Действительно  не выдуманное, а настоящее студенческое братство.

Тем не менее, преподаватели, за редким исключением, были скорее все-таки фигурами экзотическими и комичными. Некто А. Д. Галахов вспоминал: «Сказать правду, некоторые преподаватели своим нравом, либо странностью привычек и грубостью обращения, либо, наконец, безынтересностью лекций вызывали слушателей на невнимательность и беспорядок. Например, Н. А. Бекетов, читавший нам исторические вспомогательные науки (хронологию, генеалогию, геральдику и нумизматику), постоянно являлся в таком костюме, который заставлял нас невольно смеяться: он или сидел на нем мешком, или обтягивал его до неприличной узкости. И вот у нас сложилось мнение, что профессор не заказывает себе платья у портного, а по скупости покупает готовое и ношеное на толкучем рынке. Другой профессор, преподававший начала российского слога (П. В. Победоносцев), любил декламировать триады из од Державина с семинарско-певучею дикцией, с долгим протяжением на тех словах, которые вовсе того не требовали

Среди декламации, заметив глазенье студента по сторонам или разговор с товарищем, он останавливался и делал ему выговор тоже нараспев: «Матавкин, братец, ничего ты не слушаешь; все шалишь да вертишься на одном месте, словно ты на иголках».  «Я слушаю, Петр Васильевич».  «Коли слушаешь, повтори, о чем я сейчас говорил?»  «Вы сказали, что я словно на иголках». Ответ, разумеется, покрывался общим дружным смехом; а профессор, покачав головой, снова затягивал стихи из Державина. С. А. Смирнов знакомил нас с законоведением. Однажды говорил он о том, что в каждом уездном городе главное лицо городничий, за исключением Мурома; там полицмейстер, а не городничий.

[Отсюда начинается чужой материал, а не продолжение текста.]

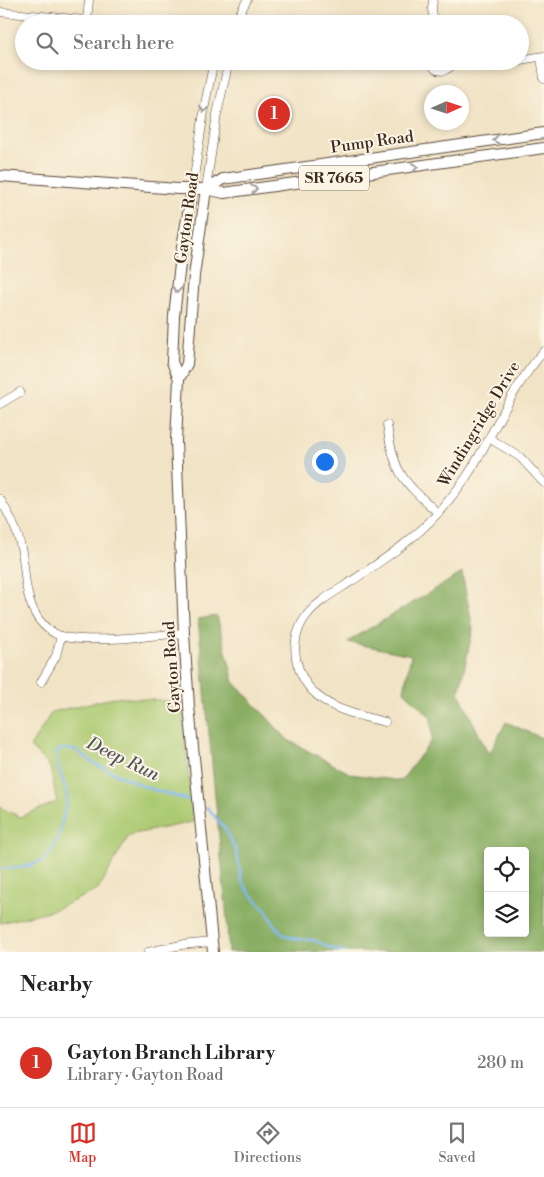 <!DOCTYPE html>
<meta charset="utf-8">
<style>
body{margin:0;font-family:"Libre Bodoni",serif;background:#f6f6f6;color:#222}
.controls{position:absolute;right:15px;bottom:15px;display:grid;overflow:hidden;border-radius:5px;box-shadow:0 2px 8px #0003}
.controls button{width:45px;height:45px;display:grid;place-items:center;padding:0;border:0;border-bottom:1px solid #e0e0e0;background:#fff;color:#222;font:25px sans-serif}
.compass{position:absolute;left:424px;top:85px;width:45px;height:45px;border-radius:50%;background:#fff;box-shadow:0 2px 8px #0003;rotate:87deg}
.you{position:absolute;left:324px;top:461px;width:18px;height:18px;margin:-12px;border:4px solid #fff;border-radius:50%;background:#1a73e8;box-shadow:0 0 0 8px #1a73e833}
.badge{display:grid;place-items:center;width:32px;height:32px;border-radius:50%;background:#d93025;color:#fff;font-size:16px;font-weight:700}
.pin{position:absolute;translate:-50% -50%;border:2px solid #fff;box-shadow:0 1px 5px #0006}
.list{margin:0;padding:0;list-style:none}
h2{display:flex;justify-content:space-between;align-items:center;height:65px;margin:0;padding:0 20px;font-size:21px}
h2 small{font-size:16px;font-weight:400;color:#767676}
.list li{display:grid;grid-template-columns:32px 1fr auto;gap:15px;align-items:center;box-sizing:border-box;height:90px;padding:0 20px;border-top:1px solid #e0e0e0}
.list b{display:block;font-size:19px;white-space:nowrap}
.list p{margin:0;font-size:16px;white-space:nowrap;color:#767676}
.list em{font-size:16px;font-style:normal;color:#767676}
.icon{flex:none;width:28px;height:28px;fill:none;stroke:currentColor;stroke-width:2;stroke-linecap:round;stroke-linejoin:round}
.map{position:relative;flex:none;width:544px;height:952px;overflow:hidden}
.search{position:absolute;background:#fff;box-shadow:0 2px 8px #0003;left:15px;right:15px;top:15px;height:55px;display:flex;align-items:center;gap:12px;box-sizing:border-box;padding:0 18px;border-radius:28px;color:#767676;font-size:19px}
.sheet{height:155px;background:#fff}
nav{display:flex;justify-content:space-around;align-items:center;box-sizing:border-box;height:70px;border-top:1px solid #e0e0e0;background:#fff;font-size:14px;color:#767676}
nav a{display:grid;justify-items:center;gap:2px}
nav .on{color:#d93025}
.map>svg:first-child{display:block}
.green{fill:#acca72;stroke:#747a48}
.forest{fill:#89ae64;stroke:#626c41;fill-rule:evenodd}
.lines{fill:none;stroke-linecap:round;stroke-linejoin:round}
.stream{stroke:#80b9f1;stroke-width:2.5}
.minor-casing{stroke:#564637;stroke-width:9}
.major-casing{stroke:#564637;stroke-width:12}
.minor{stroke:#fff;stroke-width:8}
.major{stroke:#fff;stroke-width:10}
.oneway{stroke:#a79f9a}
.labels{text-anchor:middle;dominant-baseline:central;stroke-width:4;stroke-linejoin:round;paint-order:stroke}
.shield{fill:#fcf5e5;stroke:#75675a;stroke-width:1}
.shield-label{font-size:15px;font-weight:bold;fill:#3b2a1e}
.street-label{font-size:16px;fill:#3b2a1e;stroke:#fcf5e5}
.water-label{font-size:18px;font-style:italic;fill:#50555d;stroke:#fcf5e5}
</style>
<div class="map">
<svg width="544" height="952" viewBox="0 0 544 952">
<rect width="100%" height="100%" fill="#fcf5e5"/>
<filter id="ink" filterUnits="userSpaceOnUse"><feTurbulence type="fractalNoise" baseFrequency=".02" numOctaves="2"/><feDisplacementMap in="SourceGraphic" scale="10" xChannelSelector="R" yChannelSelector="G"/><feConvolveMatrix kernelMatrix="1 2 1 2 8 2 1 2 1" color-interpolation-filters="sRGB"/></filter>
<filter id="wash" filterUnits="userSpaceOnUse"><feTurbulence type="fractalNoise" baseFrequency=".0096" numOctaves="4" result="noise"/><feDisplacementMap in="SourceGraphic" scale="20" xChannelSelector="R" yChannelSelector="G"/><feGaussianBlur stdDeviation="1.12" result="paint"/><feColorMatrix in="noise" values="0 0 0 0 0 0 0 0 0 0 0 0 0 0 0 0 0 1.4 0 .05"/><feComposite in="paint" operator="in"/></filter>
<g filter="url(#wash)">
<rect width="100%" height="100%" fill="#f1e3c5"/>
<!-- green -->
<polygon class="green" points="116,697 182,702 193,822 129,835 98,890 53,910 0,923 0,807 20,817 57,802 50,767 30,747 52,712"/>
<!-- forest -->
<path class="forest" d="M462,573L473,629L459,693L489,755L506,722L544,739V952H228L227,919L198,619L217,616L234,682L288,740L351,774L401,781L432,740L431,718L404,691L411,655L347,642ZM488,851H525V933H488Z"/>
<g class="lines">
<!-- stream -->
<g class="stream">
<polyline points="207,807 225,829 236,851 242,881 249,892 266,910 275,926 284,935 296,939 314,940 330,948 345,952"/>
<path d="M0,868C38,870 55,859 62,822C64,814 68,804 67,795C65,779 55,770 57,751L63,749L75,750L95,764L145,787L188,800"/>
</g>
</g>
</g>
<g filter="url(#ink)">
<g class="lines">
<defs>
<g id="minor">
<polyline points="433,0 432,9 434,24"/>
<polyline points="0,12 127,24"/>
<polyline points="87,20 89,0"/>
<polyline points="232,24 238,17 247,0"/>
<polyline points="541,57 544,79"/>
<polyline points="520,60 544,56"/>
<path d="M430,61C436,76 448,72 455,61"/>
<polyline points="467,61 491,64 509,61"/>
<polyline points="206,189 217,114 229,61"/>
<polyline points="192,190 206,99 214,61"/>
<polyline points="0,404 20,392"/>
<path d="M387,425C394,474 402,480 438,513"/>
<polyline points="489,438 520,457 544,483"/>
<path d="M0,499C9,514 18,531 21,548C25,563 24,579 28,594C32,612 40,627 58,635C82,645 155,635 184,633"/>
<polyline points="41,682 56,656 61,636"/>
<path d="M385,722C351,714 312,706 299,669C292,651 295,630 307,615C318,601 335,592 349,583C381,561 413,541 439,512C449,500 460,487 469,473C494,433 512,387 544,351"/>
<polyline points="148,952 181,945 212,942"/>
</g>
<g id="major">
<polyline points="0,176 178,189 206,189 224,193 544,148"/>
<polyline points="206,189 223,179 544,133"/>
<polyline points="192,190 182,247 174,316 172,362 179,379 176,441 184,633 189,706 213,952"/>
<polyline points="179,379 187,364 194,276 206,189"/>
</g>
</defs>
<!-- minor casing -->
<use href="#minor" class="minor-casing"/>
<!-- major casing -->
<use href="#major" class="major-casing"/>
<!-- minor -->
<use href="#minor" class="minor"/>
<!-- major -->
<use href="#major" class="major"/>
</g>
<!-- one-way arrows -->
<defs><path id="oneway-chevron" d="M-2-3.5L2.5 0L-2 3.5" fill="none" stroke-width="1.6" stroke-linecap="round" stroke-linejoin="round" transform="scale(1.25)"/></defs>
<g class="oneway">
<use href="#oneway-chevron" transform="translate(204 109) rotate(99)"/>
<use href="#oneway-chevron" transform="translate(496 140) rotate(172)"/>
<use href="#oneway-chevron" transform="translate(415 167) rotate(-8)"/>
<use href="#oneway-chevron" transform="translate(254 189) rotate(-8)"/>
<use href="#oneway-chevron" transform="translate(177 290) rotate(96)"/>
</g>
</g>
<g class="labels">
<!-- shield labels -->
<rect class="shield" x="299" y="165.5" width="70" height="25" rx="4"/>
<g class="shield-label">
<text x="334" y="178">SR 7665</text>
</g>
<!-- street labels -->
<g class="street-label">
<text transform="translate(372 142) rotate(-8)">Pump Road</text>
<text transform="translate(187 218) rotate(-82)">Gayton Road</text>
<text transform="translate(479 424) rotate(-59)">Windingridge Drive</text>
<text transform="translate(172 667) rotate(-94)">Gayton Road</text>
</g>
<!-- water labels -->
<g class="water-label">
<text transform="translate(123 759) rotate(26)">Deep Run</text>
</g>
</g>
</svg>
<div class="controls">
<button><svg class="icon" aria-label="locate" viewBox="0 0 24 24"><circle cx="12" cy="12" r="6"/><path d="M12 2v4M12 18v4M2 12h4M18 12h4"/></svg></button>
<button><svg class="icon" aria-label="layers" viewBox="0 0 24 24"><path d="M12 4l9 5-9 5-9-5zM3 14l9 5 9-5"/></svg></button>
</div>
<svg class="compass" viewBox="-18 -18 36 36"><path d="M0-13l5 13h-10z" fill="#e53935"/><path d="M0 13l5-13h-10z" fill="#767676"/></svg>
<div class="you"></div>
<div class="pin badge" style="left:274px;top:114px">1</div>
<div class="search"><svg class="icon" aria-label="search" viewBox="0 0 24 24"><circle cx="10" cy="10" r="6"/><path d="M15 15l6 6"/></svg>Search here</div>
</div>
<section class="sheet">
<h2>Nearby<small></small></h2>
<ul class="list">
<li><span class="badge">1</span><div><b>Gayton Branch Library</b><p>Library · Gayton Road</p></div><em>280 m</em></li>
</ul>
</section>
<nav>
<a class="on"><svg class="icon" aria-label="map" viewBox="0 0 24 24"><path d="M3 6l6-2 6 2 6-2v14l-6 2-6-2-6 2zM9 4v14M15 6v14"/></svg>Map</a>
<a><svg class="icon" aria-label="directions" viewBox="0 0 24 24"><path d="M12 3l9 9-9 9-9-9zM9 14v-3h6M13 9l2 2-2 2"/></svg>Directions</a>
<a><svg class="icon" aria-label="saved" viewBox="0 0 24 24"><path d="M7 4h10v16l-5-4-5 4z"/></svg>Saved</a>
</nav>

 Неправда,  возразил ему какой-то студент,  там тоже городничий.

 Ан полицмейстер.

 Нет, городничий: я сам из Мурома.

 И я был в Муроме летом; извозчик, на котором я приехал, поссорился со мной, и нас водили на разбирательство к полицмейстеру: стало быть, там полицмейстер.

По окончании лекции толпа студентов окружала Семена Алексеевича, провожала его в сени. Здесь-то, на дороге, он выдерживал осаду от пустых речей и потешных выходок. У него был дом на конце Покровского бульвара, приносивший ему немалый доход. Нижний этаж занимали те существа, которых Карамзин назвал «нимфами радости». Студенты проведали о том, и вот один из них приступает к нему с просьбой отдать ему в наем небольшую, но отдельную комнату.

 Я слышал,  говорит он,  что в нижнем этаже вашего дома живут

 Ну, тут толковать нечего  живет ли кто или не живет,  останавливал его полурассерженный, полусконфуженный профессор,  они тоже платят деньги, да еще аккуратнее, чем знатные барыни».

КОНЕЦ ОЗНАКОМИТЕЛЬНОГО ОТРЫВКА

 Ну, тут толковать нечего  живет ли кто или не живет,  останавливал его полурассерженный, полусконфуженный профессор,  они тоже платят деньги, да еще аккуратнее, чем знатные барыни».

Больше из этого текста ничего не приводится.